From sparkling sapphire bays to fossil-rich limestone, Tasmania is brimming with natural wonders sure to take your breath away.
Not forgetting the Aurora Australis – the Southern Lights, and this phenomenal can be seen in Tasmania itself. Theoretically, winter months are best for trying your luck to catch the Aurora Australis and even better in September. You will need to find a place where there is a minimal light pollution with clear open spaces for the best spot for viewing. And don’t forget the lights are a natural phenomenon so catching a glimpse of the lights requires good weather and a bit of luck as well.
It may sit near the bottom of the globe, but with a treasure trove of natural wonders, it is hard to imagine anyone resisting Tasmania’s allure. Get bitten by the wanderlust bug as you explore more of what Tasmania has to offer. Here are the top five reasons why the Apple Isle is the ultimate travel destination.
Located within the Freycinet National Park, Wineglass Bay, considered one of the top 10 beaches in the world, boasts a sparkling sapphire basin and a crescent of soft, white sand. For a truly spectacular view, take a short trek to the Wineglass Bay lookout. While the uphill walk might be a bit of a scramble, the view from atop is well worth the effort. There are many more short walks across the park, suitable for all. These mostly lead to secluded bays, beaches and bird-filled lagoons.
Adventurous travellers can try out the Freycinet Experience Walk, a four-day guided hike across the entire length of the peninsula. While on the walk, keep a sharp lookout for some of Tasmania’s native animals in action. If you’re lucky, you just might spot some native white-bellied sea eagles diving into the bay for food!
The bay’s calm and clear waters also makes it the perfect location for those who enjoy fishing, sailing or simply soaking up the coastal scenery.
Freycinet Marine Farm
Food is the word on every Singaporean’s lips. And with Tasmania’s cool air and pristine waters, there can only be one thing on everyone’s mind — seafood!

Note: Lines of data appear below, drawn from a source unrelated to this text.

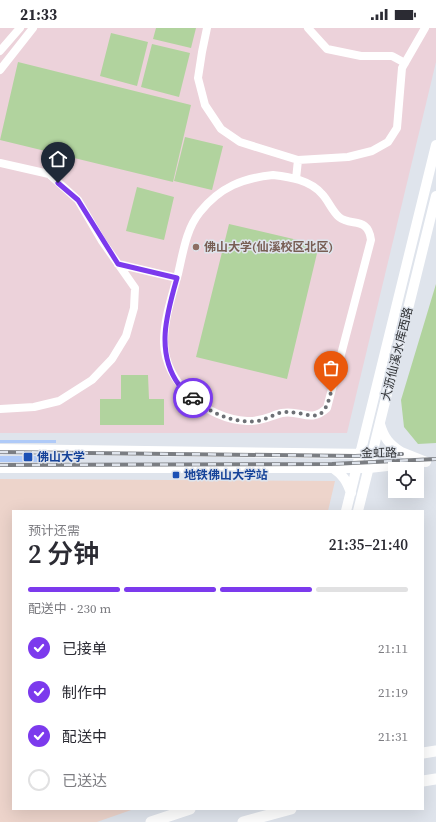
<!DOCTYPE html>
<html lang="zh">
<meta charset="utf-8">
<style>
:root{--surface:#fff;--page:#f7f7f7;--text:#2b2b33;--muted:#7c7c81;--line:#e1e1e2;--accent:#7c3aed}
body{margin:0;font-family:"Source Serif 4","Noto Sans SC",serif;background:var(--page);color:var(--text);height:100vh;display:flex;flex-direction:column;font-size:15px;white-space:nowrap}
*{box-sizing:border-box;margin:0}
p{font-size:13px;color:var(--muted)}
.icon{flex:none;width:22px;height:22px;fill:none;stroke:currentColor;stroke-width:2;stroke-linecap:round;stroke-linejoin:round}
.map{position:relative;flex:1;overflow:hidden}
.panel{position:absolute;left:12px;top:482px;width:412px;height:300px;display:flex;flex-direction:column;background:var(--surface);border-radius:0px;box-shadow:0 4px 16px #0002}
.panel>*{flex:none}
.controls{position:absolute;left:388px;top:434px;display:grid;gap:8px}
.controls a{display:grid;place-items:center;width:36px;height:36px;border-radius:0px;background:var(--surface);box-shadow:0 4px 16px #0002;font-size:20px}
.pin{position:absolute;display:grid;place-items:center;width:34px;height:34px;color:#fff;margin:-41px -17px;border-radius:50% 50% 50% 0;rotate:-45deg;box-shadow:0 0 4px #0007}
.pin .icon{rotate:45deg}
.courier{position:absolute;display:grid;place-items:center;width:40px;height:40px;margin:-20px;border:3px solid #7c3aed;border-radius:50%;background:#fff;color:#222;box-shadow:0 1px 5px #0007}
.overview em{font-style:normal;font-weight:600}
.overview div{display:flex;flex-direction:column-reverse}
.overview{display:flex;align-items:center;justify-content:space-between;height:68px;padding:0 16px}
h1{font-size:26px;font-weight:600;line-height:30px}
.bar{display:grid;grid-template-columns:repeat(4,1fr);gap:6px 4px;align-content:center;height:48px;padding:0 16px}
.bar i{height:5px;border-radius:3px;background:var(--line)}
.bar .current{background:var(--accent)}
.bar p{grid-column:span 4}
ol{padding:0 16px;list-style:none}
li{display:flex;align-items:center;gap:12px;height:44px}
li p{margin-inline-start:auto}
li .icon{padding:4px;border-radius:50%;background:var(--accent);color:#fff;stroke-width:4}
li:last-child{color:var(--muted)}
li i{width:22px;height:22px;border:2px solid var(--line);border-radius:50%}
.status{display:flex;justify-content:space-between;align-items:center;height:28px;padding:0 20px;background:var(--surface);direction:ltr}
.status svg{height:11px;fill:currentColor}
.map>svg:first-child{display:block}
.industrial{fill:#edd4cb}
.education{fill:#ecd2da}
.green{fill:#b1d39e}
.building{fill:#afcaf8}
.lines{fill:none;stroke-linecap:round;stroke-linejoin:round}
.minor{stroke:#fff;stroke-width:8}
.tertiary{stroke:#fff;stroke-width:10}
.secondary{stroke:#fff;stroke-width:11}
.rail-casing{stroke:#7b7e83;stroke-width:4}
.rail{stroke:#dfe4ec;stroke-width:2.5;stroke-dasharray:8;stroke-linecap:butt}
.done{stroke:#6d7075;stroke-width:4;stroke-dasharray:0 7.2}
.route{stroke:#7c3aed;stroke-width:5}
.education-dot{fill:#8d6e63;stroke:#dfe4ec;stroke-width:1.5}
.transit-dot{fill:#1a4fb4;stroke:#dfe4ec;stroke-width:1.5}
.labels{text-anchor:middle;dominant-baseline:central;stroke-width:3;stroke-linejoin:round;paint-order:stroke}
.education-label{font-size:12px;font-weight:bold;fill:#785e54;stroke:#dfe4ec;text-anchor:start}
.street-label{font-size:12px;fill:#303235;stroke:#dfe4ec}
.transit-label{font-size:12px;font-weight:bold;fill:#164399;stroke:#dfe4ec;text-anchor:start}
</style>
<div class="status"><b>21:33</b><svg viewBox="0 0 49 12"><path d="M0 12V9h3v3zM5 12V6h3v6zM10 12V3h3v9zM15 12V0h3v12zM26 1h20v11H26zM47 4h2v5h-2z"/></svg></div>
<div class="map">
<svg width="436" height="794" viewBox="0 0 436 794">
<rect width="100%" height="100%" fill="#dfe4ec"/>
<path class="industrial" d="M0 451 335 453 328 483H13V781H134L97 794H0Z"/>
<path class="education" d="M0 0H436V34L347 405H0Z"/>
<path class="green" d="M156 0H196L191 20 153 11Z
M111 5 148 14 137 58 100 48Z
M152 16 190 25 179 69 141 59Z
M18 34 191 77 173 154 0 112Z
M185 109 223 118 212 162 174 153Z
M137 159 174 169 164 212 126 203Z
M229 196 319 217 287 351 196 329Z
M436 256V415L418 416 404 399 401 372Z
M121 347H148L149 371H164V397H100V371H121Z"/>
<path class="building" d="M0 412H56V415H0Z
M0 428H56V434H0Z"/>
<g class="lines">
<path class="minor" d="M207 0 202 24 198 50 205 77 221 101 240 114 298 132 348 129 372 123 388 114 397 100 402 40 425 0
M308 0 327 21 361 28H392L405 35
M0 23 20 0
M0 42 33 0
M0 135 49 146 78 172 102 213 135 260 134 280 126 308 112 331 92 352 59 373 34 379 0 381
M273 147C290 149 310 152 322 166 328 172 332 183 339 189 351 199 368 188 371 212L327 380C310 396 300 381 282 385 270 388 260 394 247 393 207 391 165 356 164 314 164 291 172 268 178 246 183 225 186 201 200 184 220 159 243 150 273 147Z
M296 151 298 132
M118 236 177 250"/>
<path class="tertiary" d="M380 396C384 410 389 416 401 424
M0 421 372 426 401 424 426 434
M0 440H369L424 434
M333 440C343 447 347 453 351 465
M346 483 436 117
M358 483 436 168"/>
<path class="secondary" d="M423 725 436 723
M423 753 436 751
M151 794 190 781
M243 794 291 781"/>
<g class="rail-casing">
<path id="rail" d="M0 424 355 428 402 426
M0 437 332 436 436 431"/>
</g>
<use href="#rail" class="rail"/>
</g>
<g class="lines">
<path class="done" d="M193 370C210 385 234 396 258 393 267 391 276 385 284 384 311 383 322 401 331 364"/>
<path class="route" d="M58 155 78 172 118 236 177 250C167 285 155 324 179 357 182 362 188 366 193 370"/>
</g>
<circle class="education-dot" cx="196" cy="219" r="4"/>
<g class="transit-dot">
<rect x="23" y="424" width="10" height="10" rx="2"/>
<rect x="172" y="443" width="8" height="8" rx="2"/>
</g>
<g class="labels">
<g class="education-label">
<text x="204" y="219">佛山大学(仙溪校区北区)</text>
</g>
<g class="street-label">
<text transform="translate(397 326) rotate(-76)">大沥仙溪水库西路</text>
<text transform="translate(379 425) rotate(-1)">金虹路</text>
</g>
<g class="transit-label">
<text x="37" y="429">佛山大学</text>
<text x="184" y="447">地铁佛山大学站</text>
</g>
</g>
</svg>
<div class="controls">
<a><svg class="icon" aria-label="locate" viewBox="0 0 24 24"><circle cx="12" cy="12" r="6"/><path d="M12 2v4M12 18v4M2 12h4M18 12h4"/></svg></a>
</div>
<div class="pin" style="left:331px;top:364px;background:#ea580c"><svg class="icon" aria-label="bag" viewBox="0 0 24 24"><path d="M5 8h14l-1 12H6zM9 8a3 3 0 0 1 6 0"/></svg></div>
<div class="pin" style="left:58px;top:155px;background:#1f2937"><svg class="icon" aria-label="home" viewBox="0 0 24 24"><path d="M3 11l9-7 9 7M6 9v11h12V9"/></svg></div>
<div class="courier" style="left:193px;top:370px"><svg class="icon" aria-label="car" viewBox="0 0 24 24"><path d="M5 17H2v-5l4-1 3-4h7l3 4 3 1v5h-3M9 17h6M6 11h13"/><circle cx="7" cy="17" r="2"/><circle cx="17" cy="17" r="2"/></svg></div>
<section class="panel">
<div class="overview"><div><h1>2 分钟</h1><p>预计还需</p></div><em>21:35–21:40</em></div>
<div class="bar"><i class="current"></i><i class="current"></i><i class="current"></i><i></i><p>配送中 · 230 m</p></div>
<ol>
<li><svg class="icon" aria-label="check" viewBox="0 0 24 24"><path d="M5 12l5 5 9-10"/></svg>已接单<p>21:11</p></li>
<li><svg class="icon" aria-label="check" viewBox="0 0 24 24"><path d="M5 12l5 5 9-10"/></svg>制作中<p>21:19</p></li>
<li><svg class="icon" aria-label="check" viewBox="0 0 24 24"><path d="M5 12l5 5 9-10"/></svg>配送中<p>21:31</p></li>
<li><i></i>已送达</li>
</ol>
</section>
</div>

Taste some of Tasmania’s freshest seafood at Freycinet Marine Farm, which rears everything from succulent Pacific oysters to Tasmanian Blue Mussels. For a truly immersive experience, the farm encourages visitors to sift for oysters straight from the waters. Just picture yourself ankle-deep in water and feasting on freshly shucked oysters!
Immense, raw and awe-inspiring —that is what walking through Maria Island feels like. The world heritage national park, located in a mountainous island to the east of Tasmania, is a sanctuary of stunning historic ruins and dramatic cliffs — and a goldmine for Instagram-worthy pics.
Fossil Cliffs is a real-life Jurassic Park, containing fossils of ancient creatures that date back to 300 million years ago. Hunt for remains of extinct organisms like the Eurydesma, a giant thick-shelled clam, which can be found embedded in beds of rocks.
Another reason to visit Maria Island is The Painted Cliffs. This site is covered in beautifully patterned sandstone that comes in stunning shades of red, orange and yellow; sometimes all at once. Fishing for more Likeson your Instagram photos? This is the place to be.
Lavender Fields Forever
Sifting for travel ideas this December or January? Look no further than the world’s largest commercial lavender farm, Bridestowe Lavender Estate, located in northeast Tasmania. Be mesmerised by rows and rows of gorgeous lavender bushes that form a colourful palette against the brilliant blue skies.
And don’t just stop and smell the flowers, you can taste them too! The Woodcroft Café on the estate sells a range of lavender-infused desserts, like lavender fudge brownie and lavender ice cream, which you can enjoy while curled up on one of the farm benches or under a grand oak tree! Is there any better way to spend a fine summer’s day?
Those looking to do a spot of souvenir shopping can purchase Bobbie, Bridestowe’s resident lavender-filled teddy bear. Aside from its lovely colour and soothing lavender scent, these bears also make the perfect cuddle buddy.
Cataract Gorge Reserve
Located less than two kilometres from Launceston’s city centre, Cataract Gorge, framed by an ice-cold river, bushland and cliffs, offers an escape from the buzz of city living. Interested in a walkabout? There are two walking tracks that straddle the gorge. Cataract Walk is level while the Zig Zag Track is steep. Both offer stunning, clear views of greenery and water.
If you are travelling with kids, the gorge offers a free outdoor swimming pool and barbecues for a lovely family outing in the summer. Be sure to take a ride on the world’s longest single-span chairlift and keep a lookout for sociable peacocks, which can be found strutting about the gardens.